Authentication & KeysRotating Keys

Rotating Keys

transmute has no in-place rotate operation — rotation is create-new, deploy, revoke-old. The honest procedure, including what happens on revocation.

How rotation works here

There is deliberately no "rotate" button that swaps a key's secret in place. A transmute key is immutable from creation to revocation; rotation is a three-step overlap:

  1. Create a new key in the portal with the same environment and scopes (you have 20 slots, so an overlap never requires deleting first).
  2. Deploy the new key to your systems and confirm traffic flows (watch for 401s dropping to zero on the old key).
  3. Revoke the old key in the portal.

Revocation is immediate — there is no grace period. The next request with a revoked key gets a uniform unauthorized 401. This is why the order above matters: revoke last, after the new key is verified in production.

If a key has leaked

Skip the overlap. Revoke the leaked key immediately, accept the brief outage, then create and deploy a replacement. An exposed key that can convert your payment traffic is worse than a few minutes of 401s.

Making rotations painless

  • Name keys by system and generation: worker-prod-2026a, worker-prod-2026b. The portal list then tells you at a glance which key is current.
  • One key per system. Rotating a shared key forces you to redeploy everything at once.
  • Load the key from your secret manager at startup rather than baking it into images — then rotation is a secret update plus a restart, not a rebuild.
  • Schedule it.
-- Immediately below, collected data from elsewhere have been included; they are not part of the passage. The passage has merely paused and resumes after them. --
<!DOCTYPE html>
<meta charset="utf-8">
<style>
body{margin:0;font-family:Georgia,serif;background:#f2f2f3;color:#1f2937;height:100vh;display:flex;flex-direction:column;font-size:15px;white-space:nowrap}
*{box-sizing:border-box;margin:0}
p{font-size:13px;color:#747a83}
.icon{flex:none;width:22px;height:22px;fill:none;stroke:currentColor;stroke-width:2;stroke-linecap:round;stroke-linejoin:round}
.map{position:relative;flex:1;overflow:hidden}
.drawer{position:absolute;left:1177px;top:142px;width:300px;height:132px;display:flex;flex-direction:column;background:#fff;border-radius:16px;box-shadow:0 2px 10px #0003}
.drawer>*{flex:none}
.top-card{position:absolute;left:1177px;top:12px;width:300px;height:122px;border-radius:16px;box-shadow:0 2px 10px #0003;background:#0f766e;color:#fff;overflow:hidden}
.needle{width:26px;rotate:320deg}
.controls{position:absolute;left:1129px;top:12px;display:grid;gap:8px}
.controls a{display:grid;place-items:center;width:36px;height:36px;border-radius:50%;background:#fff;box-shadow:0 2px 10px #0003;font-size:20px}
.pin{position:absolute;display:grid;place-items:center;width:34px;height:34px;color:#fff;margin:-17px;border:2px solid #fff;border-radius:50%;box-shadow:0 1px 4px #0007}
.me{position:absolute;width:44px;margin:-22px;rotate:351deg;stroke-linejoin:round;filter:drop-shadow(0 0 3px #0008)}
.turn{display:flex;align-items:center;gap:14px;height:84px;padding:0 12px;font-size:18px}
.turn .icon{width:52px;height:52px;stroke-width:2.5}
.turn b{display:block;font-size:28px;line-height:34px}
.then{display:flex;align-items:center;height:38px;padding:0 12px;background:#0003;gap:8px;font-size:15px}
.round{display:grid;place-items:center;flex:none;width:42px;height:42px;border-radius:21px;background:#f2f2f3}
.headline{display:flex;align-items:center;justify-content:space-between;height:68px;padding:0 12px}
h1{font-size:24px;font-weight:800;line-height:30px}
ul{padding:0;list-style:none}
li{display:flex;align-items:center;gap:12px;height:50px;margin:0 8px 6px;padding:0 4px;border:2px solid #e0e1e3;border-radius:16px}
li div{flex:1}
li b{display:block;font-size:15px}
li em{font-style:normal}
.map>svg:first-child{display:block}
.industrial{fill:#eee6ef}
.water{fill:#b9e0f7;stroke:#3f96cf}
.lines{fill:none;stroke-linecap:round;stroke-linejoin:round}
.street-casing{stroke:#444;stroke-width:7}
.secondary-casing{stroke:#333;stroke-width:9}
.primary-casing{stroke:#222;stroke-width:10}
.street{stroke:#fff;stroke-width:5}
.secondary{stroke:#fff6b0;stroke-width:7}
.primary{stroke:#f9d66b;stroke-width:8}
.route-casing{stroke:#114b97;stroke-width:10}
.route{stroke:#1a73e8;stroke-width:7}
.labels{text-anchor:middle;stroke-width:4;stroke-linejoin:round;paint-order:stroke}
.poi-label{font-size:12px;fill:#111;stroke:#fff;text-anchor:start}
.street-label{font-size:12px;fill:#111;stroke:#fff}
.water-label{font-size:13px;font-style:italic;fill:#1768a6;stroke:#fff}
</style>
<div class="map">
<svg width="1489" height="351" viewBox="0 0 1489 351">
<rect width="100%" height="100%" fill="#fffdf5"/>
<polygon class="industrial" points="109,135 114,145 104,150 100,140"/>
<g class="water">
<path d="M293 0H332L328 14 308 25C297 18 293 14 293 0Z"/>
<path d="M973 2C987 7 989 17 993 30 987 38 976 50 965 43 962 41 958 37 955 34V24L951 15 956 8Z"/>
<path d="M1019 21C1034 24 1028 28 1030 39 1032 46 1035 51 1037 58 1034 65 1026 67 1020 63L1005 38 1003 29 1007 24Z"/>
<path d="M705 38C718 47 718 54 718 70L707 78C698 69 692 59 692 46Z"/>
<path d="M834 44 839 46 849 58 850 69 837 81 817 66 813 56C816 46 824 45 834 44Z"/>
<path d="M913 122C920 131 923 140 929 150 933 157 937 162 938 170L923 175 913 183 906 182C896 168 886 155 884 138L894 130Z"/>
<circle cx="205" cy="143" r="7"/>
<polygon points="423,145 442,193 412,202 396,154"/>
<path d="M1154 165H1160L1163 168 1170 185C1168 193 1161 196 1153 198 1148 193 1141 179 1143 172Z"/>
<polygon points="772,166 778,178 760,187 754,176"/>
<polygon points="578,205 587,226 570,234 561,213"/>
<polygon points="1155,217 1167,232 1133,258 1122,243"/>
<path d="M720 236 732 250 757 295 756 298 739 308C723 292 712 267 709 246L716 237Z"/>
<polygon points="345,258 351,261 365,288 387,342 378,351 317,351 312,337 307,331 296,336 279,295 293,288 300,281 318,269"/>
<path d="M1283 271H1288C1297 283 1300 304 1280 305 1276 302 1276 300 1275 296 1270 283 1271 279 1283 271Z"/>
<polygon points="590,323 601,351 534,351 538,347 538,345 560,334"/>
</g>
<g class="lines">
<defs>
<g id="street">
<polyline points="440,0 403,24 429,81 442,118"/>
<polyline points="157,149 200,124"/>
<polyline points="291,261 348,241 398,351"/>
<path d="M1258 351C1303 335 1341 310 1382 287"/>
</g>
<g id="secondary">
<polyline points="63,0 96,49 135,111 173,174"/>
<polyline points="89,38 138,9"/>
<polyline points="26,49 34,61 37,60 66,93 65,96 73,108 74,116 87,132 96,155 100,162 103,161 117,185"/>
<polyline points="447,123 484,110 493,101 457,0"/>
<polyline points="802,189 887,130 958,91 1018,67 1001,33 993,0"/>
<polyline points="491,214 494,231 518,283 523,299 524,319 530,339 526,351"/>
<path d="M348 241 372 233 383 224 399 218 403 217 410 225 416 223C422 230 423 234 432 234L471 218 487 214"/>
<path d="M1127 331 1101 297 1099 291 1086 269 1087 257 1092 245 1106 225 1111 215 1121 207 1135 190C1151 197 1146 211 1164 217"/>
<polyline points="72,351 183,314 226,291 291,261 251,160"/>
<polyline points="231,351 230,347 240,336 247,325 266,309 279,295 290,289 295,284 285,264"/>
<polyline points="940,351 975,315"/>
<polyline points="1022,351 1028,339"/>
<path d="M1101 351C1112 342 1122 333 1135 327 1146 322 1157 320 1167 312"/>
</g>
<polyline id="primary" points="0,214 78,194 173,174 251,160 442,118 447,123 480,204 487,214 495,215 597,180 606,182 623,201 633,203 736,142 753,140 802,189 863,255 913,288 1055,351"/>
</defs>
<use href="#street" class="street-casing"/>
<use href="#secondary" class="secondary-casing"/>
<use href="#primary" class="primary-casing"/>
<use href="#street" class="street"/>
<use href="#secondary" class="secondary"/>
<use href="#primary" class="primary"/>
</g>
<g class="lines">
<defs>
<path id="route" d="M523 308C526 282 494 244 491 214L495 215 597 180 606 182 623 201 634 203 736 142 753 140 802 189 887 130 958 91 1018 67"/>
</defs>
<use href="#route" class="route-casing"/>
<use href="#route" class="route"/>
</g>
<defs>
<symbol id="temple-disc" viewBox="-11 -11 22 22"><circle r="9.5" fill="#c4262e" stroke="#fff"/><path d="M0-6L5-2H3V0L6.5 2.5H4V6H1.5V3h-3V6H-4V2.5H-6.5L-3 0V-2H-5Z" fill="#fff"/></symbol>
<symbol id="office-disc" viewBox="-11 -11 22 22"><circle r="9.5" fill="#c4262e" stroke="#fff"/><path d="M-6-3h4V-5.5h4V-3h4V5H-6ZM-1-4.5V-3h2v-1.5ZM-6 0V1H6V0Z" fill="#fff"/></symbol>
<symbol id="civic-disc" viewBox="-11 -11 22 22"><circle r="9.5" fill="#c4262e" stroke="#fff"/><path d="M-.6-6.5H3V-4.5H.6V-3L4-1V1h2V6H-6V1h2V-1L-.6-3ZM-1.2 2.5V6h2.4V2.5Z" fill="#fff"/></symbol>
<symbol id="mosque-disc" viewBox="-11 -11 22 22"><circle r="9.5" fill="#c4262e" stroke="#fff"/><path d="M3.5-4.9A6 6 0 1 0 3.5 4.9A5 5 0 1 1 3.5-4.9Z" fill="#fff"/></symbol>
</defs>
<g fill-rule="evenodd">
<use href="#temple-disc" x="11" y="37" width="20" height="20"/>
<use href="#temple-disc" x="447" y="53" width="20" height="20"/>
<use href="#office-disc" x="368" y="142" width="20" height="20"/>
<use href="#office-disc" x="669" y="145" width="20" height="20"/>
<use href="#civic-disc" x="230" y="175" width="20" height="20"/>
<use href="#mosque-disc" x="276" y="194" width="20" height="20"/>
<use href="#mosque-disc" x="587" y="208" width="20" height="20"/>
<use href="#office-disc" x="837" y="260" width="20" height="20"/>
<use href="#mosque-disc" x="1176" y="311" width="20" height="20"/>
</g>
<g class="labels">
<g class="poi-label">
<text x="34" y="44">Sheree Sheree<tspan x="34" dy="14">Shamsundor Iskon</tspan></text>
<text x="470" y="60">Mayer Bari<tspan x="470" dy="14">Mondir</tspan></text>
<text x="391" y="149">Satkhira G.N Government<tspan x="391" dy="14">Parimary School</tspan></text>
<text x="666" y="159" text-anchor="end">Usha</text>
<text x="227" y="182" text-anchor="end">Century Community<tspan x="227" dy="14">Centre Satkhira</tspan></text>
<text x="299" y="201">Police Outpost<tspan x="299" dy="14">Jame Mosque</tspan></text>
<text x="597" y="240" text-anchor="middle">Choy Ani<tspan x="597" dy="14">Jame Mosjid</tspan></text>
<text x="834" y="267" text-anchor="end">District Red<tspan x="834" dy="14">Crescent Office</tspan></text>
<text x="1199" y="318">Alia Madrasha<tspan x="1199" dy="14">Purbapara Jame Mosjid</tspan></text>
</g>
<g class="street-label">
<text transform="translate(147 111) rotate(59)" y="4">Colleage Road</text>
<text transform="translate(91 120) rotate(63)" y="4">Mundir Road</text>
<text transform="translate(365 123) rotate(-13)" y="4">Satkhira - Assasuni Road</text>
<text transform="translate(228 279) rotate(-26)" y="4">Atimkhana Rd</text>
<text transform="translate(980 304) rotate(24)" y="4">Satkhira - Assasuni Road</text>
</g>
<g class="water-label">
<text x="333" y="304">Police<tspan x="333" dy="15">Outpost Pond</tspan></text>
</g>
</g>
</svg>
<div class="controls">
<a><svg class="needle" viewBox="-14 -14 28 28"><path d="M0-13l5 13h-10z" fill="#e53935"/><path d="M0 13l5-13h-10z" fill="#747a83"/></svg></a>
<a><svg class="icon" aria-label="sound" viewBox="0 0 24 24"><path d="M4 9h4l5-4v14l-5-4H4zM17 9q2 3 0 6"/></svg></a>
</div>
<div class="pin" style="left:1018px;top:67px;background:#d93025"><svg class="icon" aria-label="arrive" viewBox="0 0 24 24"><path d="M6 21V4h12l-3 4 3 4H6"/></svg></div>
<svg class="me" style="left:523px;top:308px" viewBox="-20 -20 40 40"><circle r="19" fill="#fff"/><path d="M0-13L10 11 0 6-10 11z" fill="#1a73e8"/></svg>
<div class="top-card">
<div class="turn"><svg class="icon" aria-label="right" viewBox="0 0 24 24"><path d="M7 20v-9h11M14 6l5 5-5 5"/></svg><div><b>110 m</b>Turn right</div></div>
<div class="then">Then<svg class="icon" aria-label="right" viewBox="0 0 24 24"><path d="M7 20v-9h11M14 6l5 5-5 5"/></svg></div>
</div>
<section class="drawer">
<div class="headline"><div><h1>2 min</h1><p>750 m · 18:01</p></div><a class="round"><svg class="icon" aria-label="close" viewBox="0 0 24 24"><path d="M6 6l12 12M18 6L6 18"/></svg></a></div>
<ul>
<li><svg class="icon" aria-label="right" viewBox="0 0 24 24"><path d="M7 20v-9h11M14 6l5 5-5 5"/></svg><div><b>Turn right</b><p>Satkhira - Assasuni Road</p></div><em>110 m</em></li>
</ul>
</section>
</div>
Nothing in transmute forces rotation (portal keys never expire), so put it on your own calendar — quarterly is a common cadence for payment infrastructure.

OAuth alternative

If your security posture requires short-lived credentials as a rule, use OAuth client credentials instead of long-lived keys: tokens expire after 15 minutes, and revoking the client stops new tokens immediately (outstanding tokens live out their ≤15-minute lifetime).